In a statement, Manhattan U.S. Attorney Geoffrey Berman said Silver used his influential position to "pad his bank account and line his pockets."

"We hope today’s fittingly stiff sentence sends a clear message: brokering official favors for your personal benefit is illegal and will result in prison time," Berman said.
Silver was also fined $1.75 million, while the fate of the $4 million he received from the schemes and $1 million he laundered with his profits will be determined in court next month, according to the U.S. Attorney's Office.

Prosecutors were seeking a prison term of at least 10 years.

In a letter to Caproni last week, Silver asked for mercy, saying he was "deeply sorry" for his conduct but not acknowledging what he did was criminal.

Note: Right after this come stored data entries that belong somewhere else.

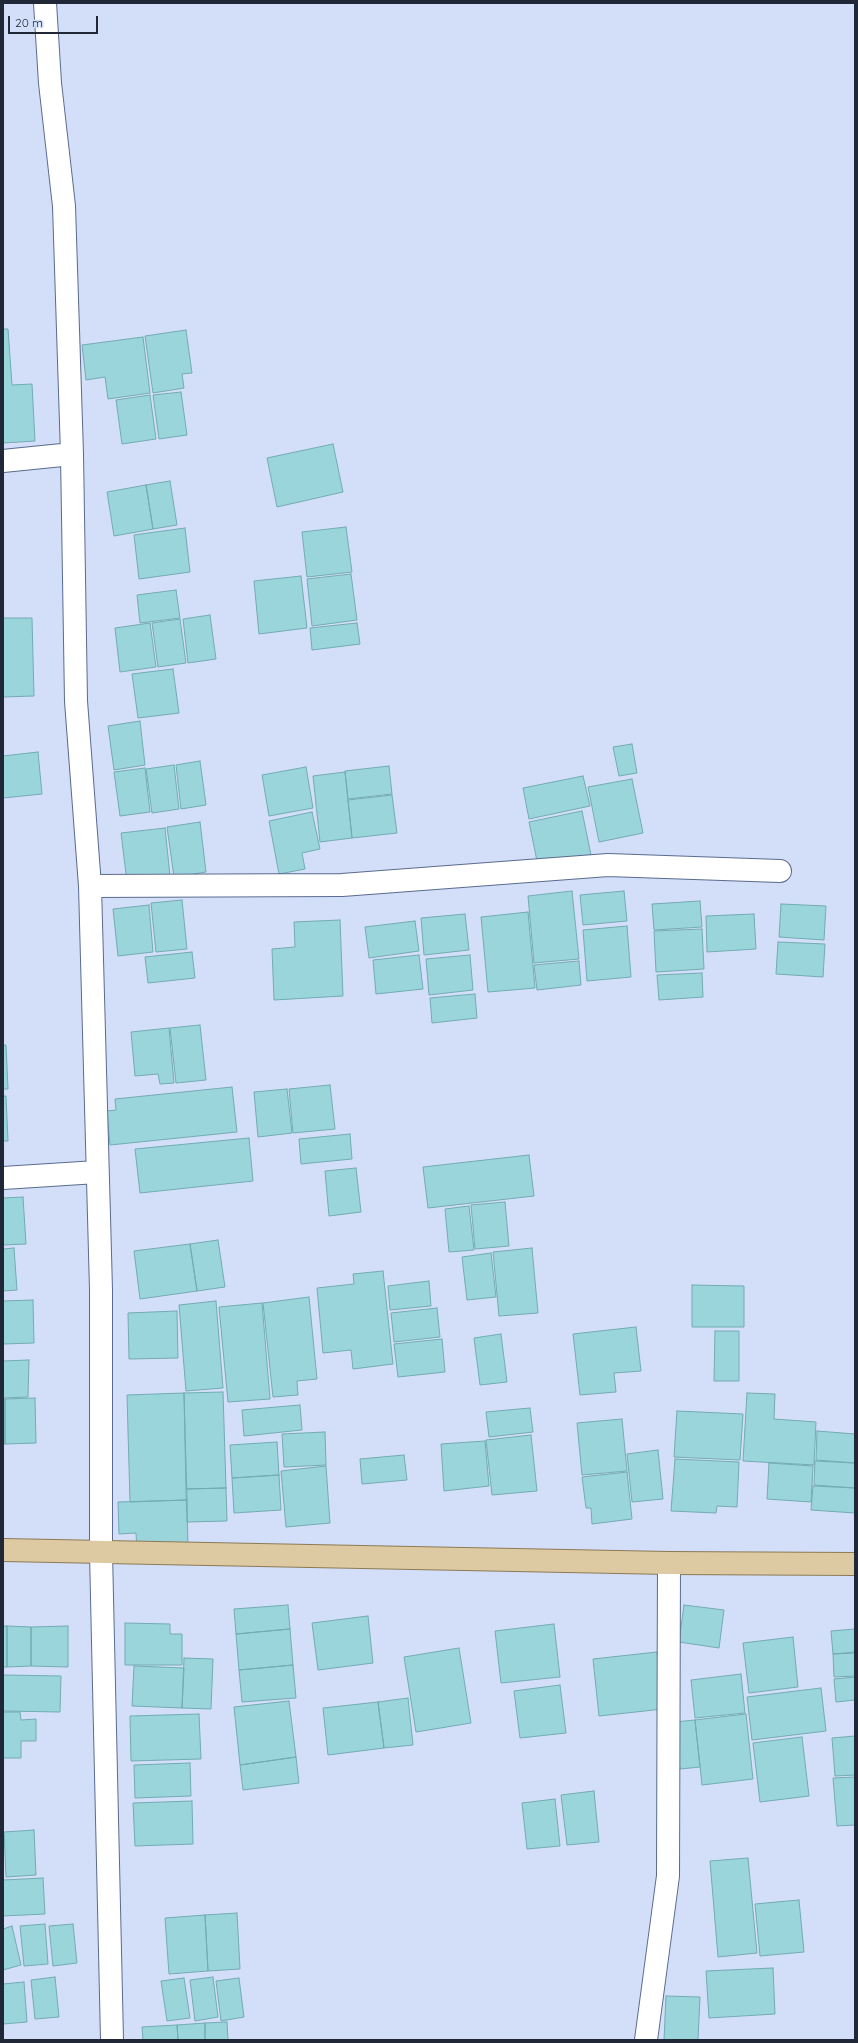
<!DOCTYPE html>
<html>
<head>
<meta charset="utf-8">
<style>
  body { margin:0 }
  #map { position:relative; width:858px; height:2043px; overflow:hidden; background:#d3dff8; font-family:Quicksand,sans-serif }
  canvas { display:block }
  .frame { position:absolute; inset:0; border:4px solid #202736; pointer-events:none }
  .scale { position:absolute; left:8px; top:16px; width:90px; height:18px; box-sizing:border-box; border:2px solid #202736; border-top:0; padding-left:5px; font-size:12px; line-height:14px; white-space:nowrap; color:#202736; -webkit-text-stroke:3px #d3dff8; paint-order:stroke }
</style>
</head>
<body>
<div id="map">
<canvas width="858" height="2043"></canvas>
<div class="frame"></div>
<div class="scale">20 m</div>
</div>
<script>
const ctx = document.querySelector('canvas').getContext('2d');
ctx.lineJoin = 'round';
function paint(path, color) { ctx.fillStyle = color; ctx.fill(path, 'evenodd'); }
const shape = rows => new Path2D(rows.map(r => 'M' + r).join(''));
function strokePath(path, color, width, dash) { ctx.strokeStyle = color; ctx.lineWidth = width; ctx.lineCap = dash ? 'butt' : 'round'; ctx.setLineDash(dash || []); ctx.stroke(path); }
const building = shape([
  [3,329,8,329,12,385,32,384,35,441,3,443,3,329],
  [186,330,192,373,182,374,184,388,153,393,145,336,186,330],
  [143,337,150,393,108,399,105,377,86,380,82,345,143,337],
  [181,392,187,435,159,439,153,395,181,392],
  [150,395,156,439,122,444,116,400,150,395],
  [333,444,343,492,277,507,267,458,333,444],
  [170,481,177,525,153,529,146,485,170,481],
  [146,485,153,529,114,536,107,492,146,485],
  [346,527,352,572,307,577,302,532,346,527],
  [185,528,190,572,139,579,134,535,185,528],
  [351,574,357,620,312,626,307,579,351,574],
  [301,576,307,628,259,634,254,581,301,576],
  [176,590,180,618,140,623,137,595,176,590],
  [210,615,216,659,188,663,183,619,210,615],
  [3,618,32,618,34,696,3,697,3,618],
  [180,619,186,663,158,667,152,623,180,619],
  [150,623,156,667,120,672,115,628,150,623],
  [357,623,360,644,312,650,310,628,357,623],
  [173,669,179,713,138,718,132,674,173,669],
  [140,721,145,765,114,770,108,726,140,721],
  [632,744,637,773,619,776,613,747,632,744],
  [38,752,42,794,3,798,3,756,38,752],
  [200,761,206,805,181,809,176,765,200,761],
  [174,765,179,809,152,813,146,769,174,765],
  [389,766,392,794,348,799,345,771,389,766],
  [306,767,313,808,269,816,262,775,306,767],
  [145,768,150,812,120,816,114,772,145,768],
  [345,772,352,838,320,842,313,776,345,772],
  [583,776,590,806,529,819,523,788,583,776],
  [632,779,643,833,599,842,588,787,632,779],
  [392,795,397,833,352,838,348,800,392,795],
  [582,811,591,855,538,866,529,822,582,811],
  [312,812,320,849,302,853,305,869,279,874,269,821,312,812],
  [200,822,206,872,174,877,167,827,200,822],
  [165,828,170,876,127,882,121,833,165,828],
  [572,891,579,959,534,963,528,896,572,891],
  [624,891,627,921,583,925,580,895,624,891],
  [182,900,187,949,156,952,151,903,182,900],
  [700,901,702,927,654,930,652,904,700,901],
  [781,904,826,906,824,940,779,937,781,904],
  [149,905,153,952,118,956,113,909,149,905],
  [528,912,535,988,488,992,481,917,528,912],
  [465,914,469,950,424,955,421,918,465,914],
  [754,914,756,949,707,952,706,916,754,914],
  [340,920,343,996,274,1000,272,949,295,947,294,922,340,920],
  [415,921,419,951,369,958,365,927,415,921],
  [627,926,631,977,587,981,583,930,627,926],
  [702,929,704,969,656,972,654,931,702,929],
  [778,942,825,944,823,977,776,974,778,942],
  [192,952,195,978,148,983,145,957,192,952],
  [419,955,423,989,376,994,373,960,419,955],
  [470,955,473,990,429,995,426,959,470,955],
  [579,961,581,985,537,990,534,965,579,961],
  [702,973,703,997,659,1000,657,975,702,973],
  [475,994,477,1018,432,1023,430,998,475,994],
  [200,1025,206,1080,176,1083,170,1028,200,1025],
  [169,1028,174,1083,160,1084,158,1074,135,1076,131,1032,169,1028],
  [3,1045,6,1045,8,1089,3,1089,3,1045],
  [330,1085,335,1129,293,1133,289,1089,330,1085],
  [232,1087,237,1132,110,1145,107,1111,116,1110,115,1099,232,1087],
  [287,1089,292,1133,258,1137,254,1092,287,1089],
  [3,1096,6,1096,8,1141,3,1141,3,1096],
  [350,1134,352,1159,301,1164,299,1139,350,1134],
  [249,1138,253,1181,140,1193,135,1149,249,1138],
  [529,1155,534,1196,428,1208,423,1167,529,1155],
  [356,1168,361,1212,329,1216,325,1171,356,1168],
  [23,1197,26,1244,3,1245,3,1198,23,1197],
  [505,1202,509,1246,475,1249,471,1205,505,1202],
  [469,1206,474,1250,449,1252,445,1209,469,1206],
  [218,1240,225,1287,197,1291,190,1244,218,1240],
  [190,1244,197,1291,140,1299,134,1251,190,1244],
  [14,1248,17,1290,3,1291,3,1249,14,1248],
  [532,1248,538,1313,499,1316,493,1252,532,1248],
  [491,1253,496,1297,467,1300,462,1257,491,1253],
  [383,1271,393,1364,353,1369,351,1350,323,1353,317,1288,354,1284,353,1274,383,1271],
  [429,1281,431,1306,390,1310,388,1286,429,1281],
  [692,1285,744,1286,744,1327,692,1327,692,1285],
  [309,1297,317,1379,297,1381,298,1395,273,1397,263,1303,309,1297],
  [33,1300,34,1343,3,1344,3,1301,33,1300],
  [216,1301,223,1388,186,1391,179,1305,216,1301],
  [262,1303,270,1399,228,1402,219,1307,262,1303],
  [437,1308,440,1337,394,1342,391,1313,437,1308],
  [177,1311,178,1358,129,1359,128,1313,177,1311],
  [636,1327,641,1371,614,1373,616,1392,580,1395,573,1334,636,1327],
  [715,1331,739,1331,739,1381,714,1381,715,1331],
  [501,1334,507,1382,480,1385,474,1338,501,1334],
  [442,1339,445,1372,398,1377,394,1344,442,1339],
  [29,1360,28,1397,3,1398,3,1361,29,1360],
  [223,1392,226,1488,186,1489,184,1393,223,1392],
  [184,1393,187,1500,130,1502,127,1395,184,1393],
  [747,1393,775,1394,774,1419,816,1422,814,1465,743,1461,747,1393],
  [35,1398,36,1443,5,1444,5,1399,35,1398],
  [3,1399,5,1399,5,1444,3,1444,3,1399],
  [300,1405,302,1430,244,1436,242,1410,300,1405],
  [530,1408,533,1432,489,1437,486,1412,530,1408],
  [677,1411,743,1414,740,1460,674,1457,677,1411],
  [622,1419,627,1471,582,1475,577,1423,622,1419],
  [817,1431,855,1434,855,1463,816,1460,817,1431],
  [325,1432,326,1465,284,1467,282,1434,325,1432],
  [531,1435,537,1491,492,1495,486,1440,531,1435],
  [485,1441,489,1486,444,1491,441,1444,485,1441],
  [277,1442,279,1475,232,1478,230,1445,277,1442],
  [658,1450,663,1499,632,1502,627,1454,658,1450],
  [404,1455,407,1480,362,1484,360,1459,404,1455],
  [675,1459,739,1462,737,1507,717,1506,716,1513,671,1511,675,1459],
  [815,1461,855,1463,855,1488,814,1485,815,1461],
  [769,1463,813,1466,811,1502,767,1499,769,1463],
  [326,1466,330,1523,286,1527,281,1471,326,1466],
  [627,1472,632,1519,592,1524,591,1508,586,1508,582,1477,627,1472],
  [279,1475,281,1510,234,1513,232,1478,279,1475],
  [813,1486,855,1488,855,1513,811,1510,813,1486],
  [226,1488,227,1521,187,1522,186,1489,226,1488],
  [187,1500,188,1548,137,1550,136,1533,119,1534,118,1502,187,1500],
  [288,1605,290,1629,236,1634,234,1609,288,1605],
  [684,1605,724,1610,719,1648,679,1642,684,1605],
  [368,1616,373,1663,318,1670,312,1623,368,1616],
  [125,1623,170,1624,170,1634,182,1634,182,1665,125,1665,125,1623],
  [554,1624,560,1677,501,1683,495,1631,554,1624],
  [3,1626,7,1626,7,1667,3,1667,3,1626],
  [7,1626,31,1627,31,1666,7,1667,7,1626],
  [68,1626,68,1667,31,1666,31,1627,68,1626],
  [290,1629,293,1665,239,1670,236,1634,290,1629],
  [855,1629,855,1652,833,1654,831,1631,855,1629],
  [793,1637,798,1687,749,1693,743,1643,793,1637],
  [459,1648,471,1723,416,1732,404,1657,459,1648],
  [657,1652,663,1709,599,1716,593,1659,657,1652],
  [855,1653,855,1676,834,1677,833,1654,855,1653],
  [184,1658,213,1659,211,1709,182,1708,184,1658],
  [293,1665,296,1698,242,1702,239,1670,293,1665],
  [134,1666,184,1668,182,1708,132,1706,134,1666],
  [741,1674,745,1713,695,1718,691,1680,741,1674],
  [3,1675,61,1676,60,1712,3,1711,3,1675],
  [855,1677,855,1700,836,1702,834,1679,855,1677],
  [560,1685,566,1733,520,1738,514,1691,560,1685],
  [821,1688,826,1731,752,1740,747,1697,821,1688],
  [408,1698,413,1745,384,1748,378,1702,408,1698],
  [289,1701,296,1757,240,1765,234,1707,289,1701],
  [378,1702,384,1748,328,1755,323,1708,378,1702],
  [3,1712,20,1712,21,1720,36,1719,36,1741,21,1741,21,1758,3,1758,3,1712],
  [199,1714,201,1759,131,1761,130,1716,199,1714],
  [746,1714,753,1779,702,1785,695,1720,746,1714],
  [695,1720,700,1767,680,1769,675,1722,695,1720],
  [855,1736,855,1775,835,1776,832,1738,855,1736],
  [802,1737,809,1796,760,1802,753,1743,802,1737],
  [296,1757,299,1783,243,1790,240,1765,296,1757],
  [190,1763,191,1796,135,1798,134,1765,190,1763],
  [855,1777,855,1825,837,1826,833,1778,855,1777],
  [594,1791,599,1842,567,1845,561,1795,594,1791],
  [555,1799,560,1846,527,1849,522,1803,555,1799],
  [192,1801,193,1844,135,1846,133,1803,192,1801],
  [34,1830,36,1875,6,1877,4,1832,34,1830],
  [748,1858,757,1953,718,1957,710,1861,748,1858],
  [43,1878,45,1914,3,1916,3,1880,43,1878],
  [799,1900,804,1952,760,1956,755,1904,799,1900],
  [237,1913,240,1969,208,1971,205,1915,237,1913],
  [205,1915,208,1971,169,1974,165,1918,205,1915],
  [45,1924,48,1964,24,1966,20,1926,45,1924],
  [73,1924,77,1963,53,1966,49,1926,73,1924],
  [12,1926,21,1965,3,1970,3,1929,12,1926],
  [773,1968,775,2014,709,2018,706,1971,773,1968],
  [55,1977,59,2017,35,2019,31,1980,55,1977],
  [213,1977,218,2017,195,2021,190,1980,213,1977],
  [184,1978,190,2018,167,2021,161,1981,184,1978],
  [239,1978,244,2017,221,2021,216,1981,239,1978],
  [24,1982,27,2022,3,2024,3,1984,24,1982],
  [666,1996,700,1997,698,2040,664,2040,666,1996],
  [227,2022,228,2040,205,2040,205,2023,227,2022],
  [205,2023,205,2040,178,2040,177,2025,205,2023],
  [177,2025,178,2040,143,2040,142,2027,177,2025]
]);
const minor = shape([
  [45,3,50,83,64,206,72,454,76,701,90,886,101,1290,101,1553,112,2040],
  [3,461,72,454],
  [90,886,342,885,608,865,780,871],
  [3,1178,97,1172],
  [646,2040,668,1876,669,1563]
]);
const major = shape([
  [3,1550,669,1563,855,1564]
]);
paint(building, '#9bd5dc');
strokePath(building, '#72abb2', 1);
strokePath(minor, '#5a6b8f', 24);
strokePath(major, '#8c7a55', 24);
strokePath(minor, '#fff', 22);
strokePath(major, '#ddcaa3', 22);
</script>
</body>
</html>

Silver, who has pledged to appeal, was seeking a short prison term followed by community service, with his legal team asking Caproni to consider allowing him to staff a "help desk" to assist New York residents in navigating the state's bureaucracy.

"I worry about my own age and health," Silver wrote to Caproni. "I pray I will not die in prison."

The schemes Silver was convicted of went like this: The Columbia researcher, Robert Taub, and the two politically connected real-estate firms directed people who were seeking legal help to Silver, who then referred them to a pair of law firms that paid him referral fees.

Silver then took action in Albany that benefitted the researcher and the real-estate firms, which included Glenwood Management, then the state's top political donor.

He sent state grants worth $500,000 to benefit Taub's research, which focused on mesothelioma, a form of cancer. Taub sent clients worth $3 million in referral fees to Silver.

It was the second time Silver was convicted of the crimes.

He was originally sentenced to 12 years in prison after he was convicted of the same seven felonies in 2015. But his conviction and sentence were overturned when the U.S. Supreme Court narrowed the corruption law he was charged under.

Prosecutors, however, were allowed to retry Silver under the narrowed definition and jurors returned a guilty verdict in the retrial in May.